▽
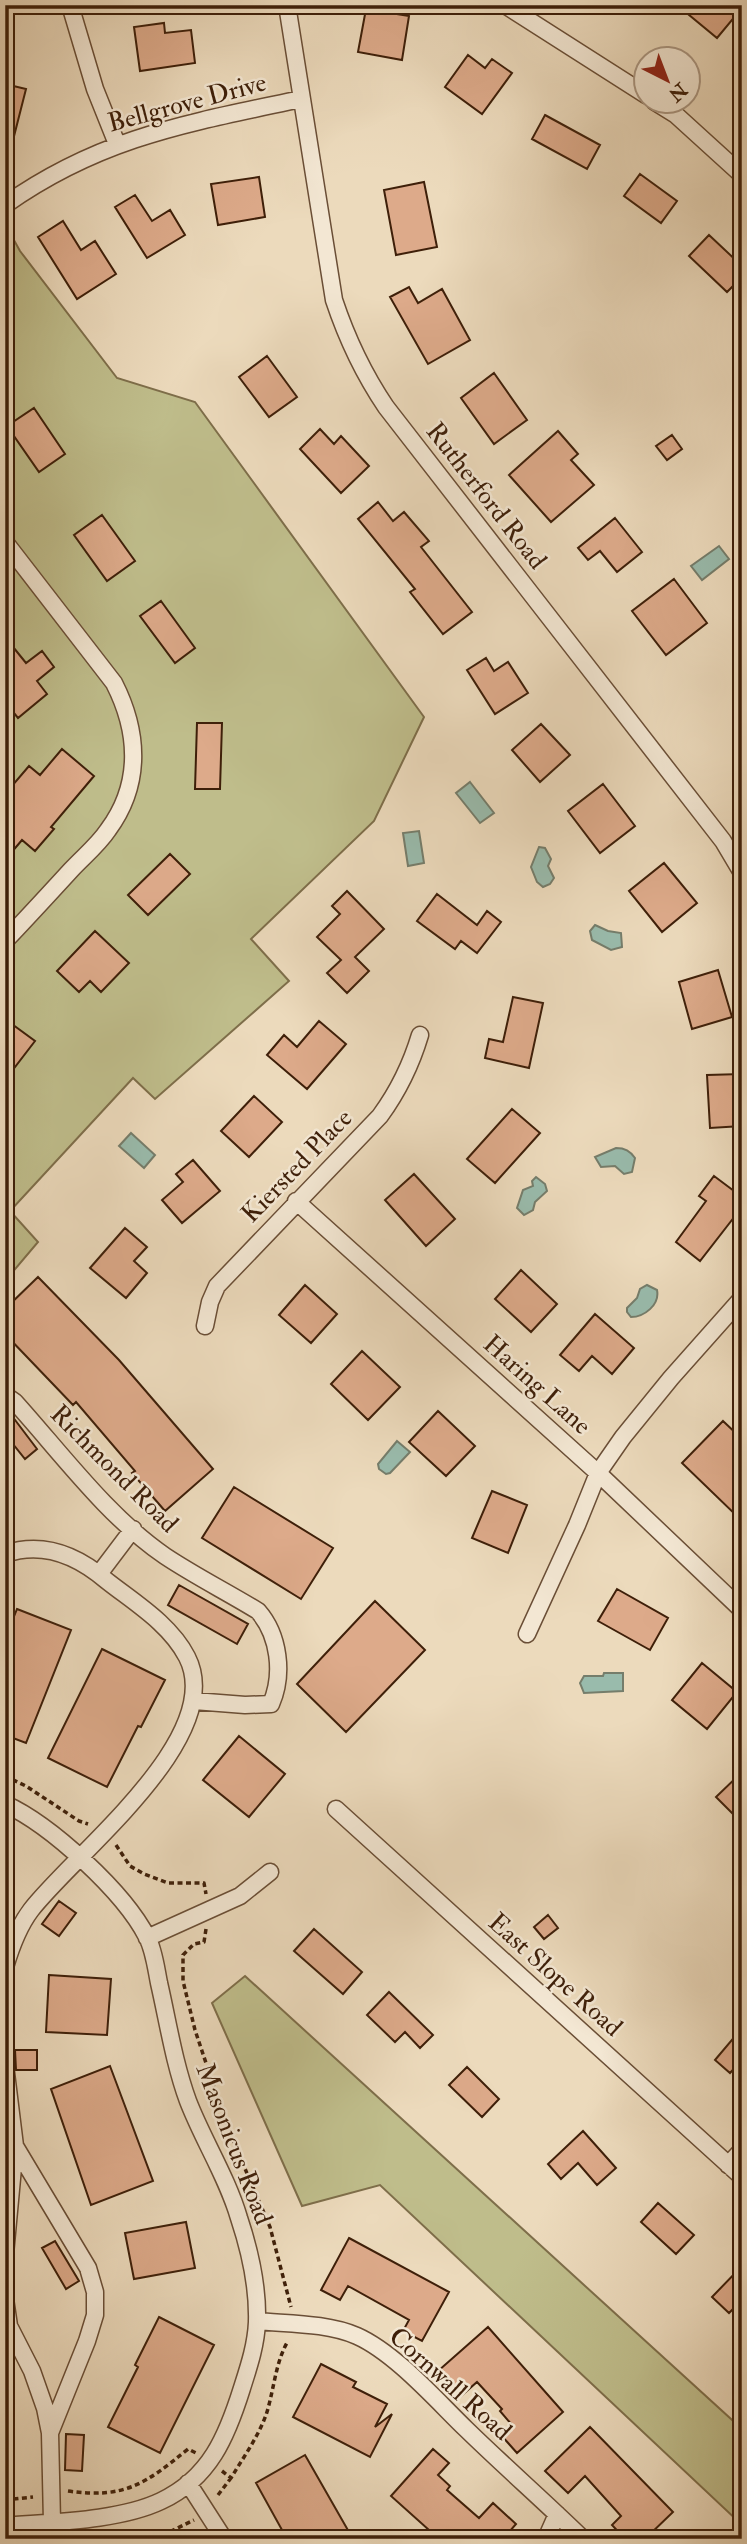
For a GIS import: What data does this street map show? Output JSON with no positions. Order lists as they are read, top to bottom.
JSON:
{
  "streets": {
    "street": [
      "Bellgrove Drive",
      "Rutherford Road",
      "Kiersted Place",
      "Haring Lane",
      "Richmond Road",
      "East Slope Road",
      "Masonicus Road",
      "Cornwall Road"
    ]
  },
  "crossings": [
    ["Bellgrove Drive", "Rutherford Road"],
    ["Kiersted Place", "Haring Lane"],
    ["Masonicus Road", "Cornwall Road"]
  ],
  "north": "bottom right"
}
△
Your instructions
Verbatim output of the entries is required, with each image left out.

Final answer
For a GIS import: What data does this street map show? Output JSON with no positions. Order lists as they are read, top to bottom.
JSON:
{
  "streets": {
    "street": [
      "Bellgrove Drive",
      "Rutherford Road",
      "Kiersted Place",
      "Haring Lane",
      "Richmond Road",
      "East Slope Road",
      "Masonicus Road",
      "Cornwall Road"
    ]
  },
  "crossings": [
    ["Bellgrove Drive", "Rutherford Road"],
    ["Kiersted Place", "Haring Lane"],
    ["Masonicus Road", "Cornwall Road"]
  ],
  "north": "bottom right"
}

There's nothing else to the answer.